§ **DATA FOR ANALYSIS**:
◇ ◇ ◇ ◇
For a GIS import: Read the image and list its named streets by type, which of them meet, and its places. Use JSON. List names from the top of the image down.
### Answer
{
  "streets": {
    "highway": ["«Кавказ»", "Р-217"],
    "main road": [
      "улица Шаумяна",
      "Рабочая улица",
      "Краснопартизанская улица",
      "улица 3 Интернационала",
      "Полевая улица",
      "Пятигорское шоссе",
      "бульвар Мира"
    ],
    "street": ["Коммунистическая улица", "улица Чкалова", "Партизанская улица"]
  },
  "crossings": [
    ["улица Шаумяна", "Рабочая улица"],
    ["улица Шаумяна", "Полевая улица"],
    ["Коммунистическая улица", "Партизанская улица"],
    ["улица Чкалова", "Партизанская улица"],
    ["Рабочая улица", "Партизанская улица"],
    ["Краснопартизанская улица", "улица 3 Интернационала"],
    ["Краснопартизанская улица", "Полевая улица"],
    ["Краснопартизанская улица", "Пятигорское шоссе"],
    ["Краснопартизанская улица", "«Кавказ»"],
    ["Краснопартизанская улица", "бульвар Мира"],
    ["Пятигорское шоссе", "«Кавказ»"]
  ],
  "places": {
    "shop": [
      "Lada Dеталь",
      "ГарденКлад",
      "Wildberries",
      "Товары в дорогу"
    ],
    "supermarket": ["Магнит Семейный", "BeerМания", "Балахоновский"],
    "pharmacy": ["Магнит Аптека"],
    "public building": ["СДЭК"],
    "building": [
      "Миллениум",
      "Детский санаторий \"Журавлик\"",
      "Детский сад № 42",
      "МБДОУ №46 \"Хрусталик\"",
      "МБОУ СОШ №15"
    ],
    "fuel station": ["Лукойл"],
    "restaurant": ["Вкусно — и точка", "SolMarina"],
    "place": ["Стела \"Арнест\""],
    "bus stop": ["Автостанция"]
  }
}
◇ ◇ ◇ ◇
§ **TASK TO COMPLETE**: The entries are to be retyped in full, with no alteration.

§ **WRITTEN RESPONSE**:
For a GIS import: Read the image and list its named streets by type, which of them meet, and its places. Use JSON. List names from the top of the image down.
### Answer
{
  "streets": {
    "highway": ["«Кавказ»", "Р-217"],
    "main road": [
      "улица Шаумяна",
      "Рабочая улица",
      "Краснопартизанская улица",
      "улица 3 Интернационала",
      "Полевая улица",
      "Пятигорское шоссе",
      "бульвар Мира"
    ],
    "street": ["Коммунистическая улица", "улица Чкалова", "Партизанская улица"]
  },
  "crossings": [
    ["улица Шаумяна", "Рабочая улица"],
    ["улица Шаумяна", "Полевая улица"],
    ["Коммунистическая улица", "Партизанская улица"],
    ["улица Чкалова", "Партизанская улица"],
    ["Рабочая улица", "Партизанская улица"],
    ["Краснопартизанская улица", "улица 3 Интернационала"],
    ["Краснопартизанская улица", "Полевая улица"],
    ["Краснопартизанская улица", "Пятигорское шоссе"],
    ["Краснопартизанская улица", "«Кавказ»"],
    ["Краснопартизанская улица", "бульвар Мира"],
    ["Пятигорское шоссе", "«Кавказ»"]
  ],
  "places": {
    "shop": [
      "Lada Dеталь",
      "ГарденКлад",
      "Wildberries",
      "Товары в дорогу"
    ],
    "supermarket": ["Магнит Семейный", "BeerМания", "Балахоновский"],
    "pharmacy": ["Магнит Аптека"],
    "public building": ["СДЭК"],
    "building": [
      "Миллениум",
      "Детский санаторий \"Журавлик\"",
      "Детский сад № 42",
      "МБДОУ №46 \"Хрусталик\"",
      "МБОУ СОШ №15"
    ],
    "fuel station": ["Лукойл"],
    "restaurant": ["Вкусно — и точка", "SolMarina"],
    "place": ["Стела \"Арнест\""],
    "bus stop": ["Автостанция"]
  }
}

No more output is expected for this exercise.